____ Material provided

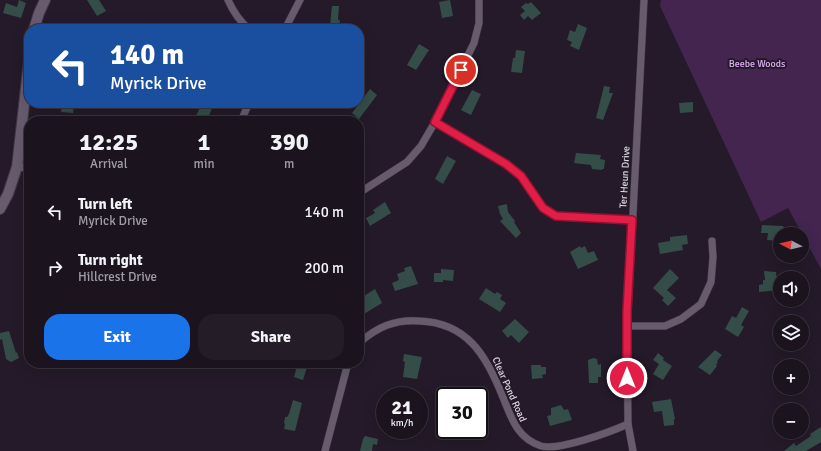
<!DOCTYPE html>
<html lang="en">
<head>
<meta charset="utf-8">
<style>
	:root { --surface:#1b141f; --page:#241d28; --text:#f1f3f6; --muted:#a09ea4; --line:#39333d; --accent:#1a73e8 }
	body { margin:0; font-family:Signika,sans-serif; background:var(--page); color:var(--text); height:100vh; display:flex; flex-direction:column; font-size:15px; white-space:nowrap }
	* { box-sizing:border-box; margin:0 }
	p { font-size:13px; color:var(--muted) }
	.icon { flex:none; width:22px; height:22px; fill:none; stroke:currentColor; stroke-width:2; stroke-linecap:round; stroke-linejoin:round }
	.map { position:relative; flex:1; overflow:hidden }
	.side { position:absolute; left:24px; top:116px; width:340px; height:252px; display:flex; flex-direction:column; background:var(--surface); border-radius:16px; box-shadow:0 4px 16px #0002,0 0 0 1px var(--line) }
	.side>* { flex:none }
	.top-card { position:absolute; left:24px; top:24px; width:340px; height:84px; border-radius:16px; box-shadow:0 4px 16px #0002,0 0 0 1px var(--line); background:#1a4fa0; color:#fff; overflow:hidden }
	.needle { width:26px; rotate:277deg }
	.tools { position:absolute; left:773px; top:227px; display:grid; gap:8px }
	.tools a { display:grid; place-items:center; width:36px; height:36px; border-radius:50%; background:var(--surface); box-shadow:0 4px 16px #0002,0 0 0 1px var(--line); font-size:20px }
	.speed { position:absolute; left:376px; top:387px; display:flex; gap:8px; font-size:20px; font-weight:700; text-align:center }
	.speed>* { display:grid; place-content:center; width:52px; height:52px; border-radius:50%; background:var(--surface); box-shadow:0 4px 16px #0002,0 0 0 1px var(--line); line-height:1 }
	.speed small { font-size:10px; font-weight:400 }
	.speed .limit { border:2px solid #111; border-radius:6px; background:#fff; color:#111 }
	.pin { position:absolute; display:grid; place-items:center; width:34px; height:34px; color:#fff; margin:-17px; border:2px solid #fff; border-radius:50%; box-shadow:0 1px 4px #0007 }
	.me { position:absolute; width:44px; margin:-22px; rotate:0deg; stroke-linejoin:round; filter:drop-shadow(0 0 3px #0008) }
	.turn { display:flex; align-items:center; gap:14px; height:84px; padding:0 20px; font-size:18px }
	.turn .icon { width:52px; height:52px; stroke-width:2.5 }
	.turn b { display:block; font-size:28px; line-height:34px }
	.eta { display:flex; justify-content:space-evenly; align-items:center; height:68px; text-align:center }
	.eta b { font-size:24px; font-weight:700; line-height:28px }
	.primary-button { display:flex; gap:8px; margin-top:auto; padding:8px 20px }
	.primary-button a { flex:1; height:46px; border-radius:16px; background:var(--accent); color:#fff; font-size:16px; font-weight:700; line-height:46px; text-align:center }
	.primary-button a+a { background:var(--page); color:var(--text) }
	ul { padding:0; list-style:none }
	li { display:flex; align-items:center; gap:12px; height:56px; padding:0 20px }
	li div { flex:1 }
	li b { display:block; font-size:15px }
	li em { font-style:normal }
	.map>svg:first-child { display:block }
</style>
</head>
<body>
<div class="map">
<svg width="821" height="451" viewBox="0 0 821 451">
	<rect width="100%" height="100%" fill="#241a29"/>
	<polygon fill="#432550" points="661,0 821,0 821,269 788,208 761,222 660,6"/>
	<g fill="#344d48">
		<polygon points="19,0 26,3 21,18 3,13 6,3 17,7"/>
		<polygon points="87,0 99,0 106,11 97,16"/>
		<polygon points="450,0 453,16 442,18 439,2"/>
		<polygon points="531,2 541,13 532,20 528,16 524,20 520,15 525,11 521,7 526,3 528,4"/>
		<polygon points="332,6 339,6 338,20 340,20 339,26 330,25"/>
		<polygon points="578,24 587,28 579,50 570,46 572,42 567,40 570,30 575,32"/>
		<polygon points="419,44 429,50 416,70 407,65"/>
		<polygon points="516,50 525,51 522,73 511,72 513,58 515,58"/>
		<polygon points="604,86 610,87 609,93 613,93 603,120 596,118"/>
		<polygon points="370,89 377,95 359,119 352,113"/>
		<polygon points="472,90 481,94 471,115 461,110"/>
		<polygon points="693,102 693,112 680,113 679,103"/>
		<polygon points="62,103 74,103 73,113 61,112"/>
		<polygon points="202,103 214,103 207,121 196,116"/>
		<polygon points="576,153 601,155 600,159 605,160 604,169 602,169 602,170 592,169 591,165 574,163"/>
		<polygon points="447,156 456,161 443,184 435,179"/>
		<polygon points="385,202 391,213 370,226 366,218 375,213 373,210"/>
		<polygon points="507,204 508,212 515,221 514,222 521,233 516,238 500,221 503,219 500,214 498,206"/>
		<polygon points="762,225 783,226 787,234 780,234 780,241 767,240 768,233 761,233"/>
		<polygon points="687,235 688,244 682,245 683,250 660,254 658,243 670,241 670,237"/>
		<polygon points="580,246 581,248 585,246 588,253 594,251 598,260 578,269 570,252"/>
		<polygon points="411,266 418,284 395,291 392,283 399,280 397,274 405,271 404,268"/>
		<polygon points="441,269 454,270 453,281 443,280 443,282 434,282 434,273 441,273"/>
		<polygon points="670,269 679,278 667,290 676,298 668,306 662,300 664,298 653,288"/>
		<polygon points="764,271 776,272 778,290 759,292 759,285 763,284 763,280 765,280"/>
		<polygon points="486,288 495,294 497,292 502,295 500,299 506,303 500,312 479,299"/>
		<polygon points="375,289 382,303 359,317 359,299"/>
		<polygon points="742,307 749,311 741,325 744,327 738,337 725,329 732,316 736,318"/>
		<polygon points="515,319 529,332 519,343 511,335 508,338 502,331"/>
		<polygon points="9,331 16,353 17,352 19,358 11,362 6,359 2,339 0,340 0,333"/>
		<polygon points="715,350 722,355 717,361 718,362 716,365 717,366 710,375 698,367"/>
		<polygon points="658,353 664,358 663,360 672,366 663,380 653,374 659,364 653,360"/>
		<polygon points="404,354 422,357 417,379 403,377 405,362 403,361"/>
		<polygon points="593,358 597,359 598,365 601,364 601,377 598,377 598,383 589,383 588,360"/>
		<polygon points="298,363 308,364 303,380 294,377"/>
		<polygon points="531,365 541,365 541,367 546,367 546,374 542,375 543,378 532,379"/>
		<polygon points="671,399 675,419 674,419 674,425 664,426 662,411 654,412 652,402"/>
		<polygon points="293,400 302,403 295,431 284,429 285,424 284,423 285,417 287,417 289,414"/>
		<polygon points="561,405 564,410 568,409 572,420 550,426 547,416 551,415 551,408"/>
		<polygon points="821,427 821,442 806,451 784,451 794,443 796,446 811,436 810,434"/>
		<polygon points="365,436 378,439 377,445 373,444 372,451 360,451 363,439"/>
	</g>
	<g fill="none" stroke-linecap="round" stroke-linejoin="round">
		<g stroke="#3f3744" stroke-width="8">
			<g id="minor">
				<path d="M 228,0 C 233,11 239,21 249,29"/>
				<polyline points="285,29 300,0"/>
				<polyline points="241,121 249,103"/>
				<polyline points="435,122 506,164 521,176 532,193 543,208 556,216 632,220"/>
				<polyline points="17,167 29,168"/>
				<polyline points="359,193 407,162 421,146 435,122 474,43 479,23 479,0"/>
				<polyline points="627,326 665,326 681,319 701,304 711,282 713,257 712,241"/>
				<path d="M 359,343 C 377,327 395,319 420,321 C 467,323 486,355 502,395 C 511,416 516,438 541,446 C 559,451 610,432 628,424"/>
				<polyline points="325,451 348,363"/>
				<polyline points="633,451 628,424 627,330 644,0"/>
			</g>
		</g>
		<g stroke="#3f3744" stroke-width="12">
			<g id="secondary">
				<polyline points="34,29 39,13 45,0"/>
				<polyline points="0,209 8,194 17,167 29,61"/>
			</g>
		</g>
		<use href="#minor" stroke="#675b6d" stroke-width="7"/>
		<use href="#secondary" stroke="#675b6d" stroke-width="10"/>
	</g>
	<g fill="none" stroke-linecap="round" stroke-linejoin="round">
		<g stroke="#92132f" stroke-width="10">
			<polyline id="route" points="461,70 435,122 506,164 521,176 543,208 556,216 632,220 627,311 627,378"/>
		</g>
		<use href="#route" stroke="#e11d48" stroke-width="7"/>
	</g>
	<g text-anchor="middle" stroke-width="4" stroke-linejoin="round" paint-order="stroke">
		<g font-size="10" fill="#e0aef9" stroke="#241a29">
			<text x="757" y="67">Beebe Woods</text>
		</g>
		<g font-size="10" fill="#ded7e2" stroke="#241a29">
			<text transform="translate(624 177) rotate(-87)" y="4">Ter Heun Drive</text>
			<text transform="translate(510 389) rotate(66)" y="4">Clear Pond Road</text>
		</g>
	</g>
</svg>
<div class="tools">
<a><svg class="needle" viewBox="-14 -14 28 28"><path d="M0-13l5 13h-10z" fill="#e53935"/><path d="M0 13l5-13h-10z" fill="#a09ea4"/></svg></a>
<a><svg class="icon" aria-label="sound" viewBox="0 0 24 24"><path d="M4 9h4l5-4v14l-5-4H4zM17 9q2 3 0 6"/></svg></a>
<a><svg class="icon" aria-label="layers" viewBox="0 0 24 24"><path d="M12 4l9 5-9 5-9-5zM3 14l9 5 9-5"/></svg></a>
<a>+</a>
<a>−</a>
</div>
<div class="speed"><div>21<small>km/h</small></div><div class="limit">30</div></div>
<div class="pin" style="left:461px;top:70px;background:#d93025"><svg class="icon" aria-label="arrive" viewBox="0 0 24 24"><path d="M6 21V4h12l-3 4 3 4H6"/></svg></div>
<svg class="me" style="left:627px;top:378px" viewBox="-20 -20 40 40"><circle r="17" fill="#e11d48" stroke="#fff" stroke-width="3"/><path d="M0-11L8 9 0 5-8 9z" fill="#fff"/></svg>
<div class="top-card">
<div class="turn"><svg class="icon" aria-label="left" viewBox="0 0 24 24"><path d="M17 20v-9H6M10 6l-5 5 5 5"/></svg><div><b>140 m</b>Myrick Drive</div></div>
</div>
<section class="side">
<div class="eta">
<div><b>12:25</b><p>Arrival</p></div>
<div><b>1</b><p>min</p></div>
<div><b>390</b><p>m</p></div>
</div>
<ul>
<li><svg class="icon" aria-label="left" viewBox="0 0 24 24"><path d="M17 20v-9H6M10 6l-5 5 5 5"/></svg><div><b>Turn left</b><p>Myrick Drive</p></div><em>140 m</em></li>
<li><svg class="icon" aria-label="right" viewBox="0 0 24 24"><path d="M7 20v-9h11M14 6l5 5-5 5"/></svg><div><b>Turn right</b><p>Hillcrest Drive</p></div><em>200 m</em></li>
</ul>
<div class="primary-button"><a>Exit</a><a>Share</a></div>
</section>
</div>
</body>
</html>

________

Each line from the first line of the material above through the line containing "--surface:#1b141f; --page:#241d28; --text:#f1f3f6;" is to be reproduced exactly, with both ends kept and pictures left out.

<!DOCTYPE html>
<html lang="en">
<head>
<meta charset="utf-8">
<style>
	:root { --surface:#1b141f; --page:#241d28; --text:#f1f3f6; --muted:#a09ea4; --line:#39333d; --accent:#1a73e8 }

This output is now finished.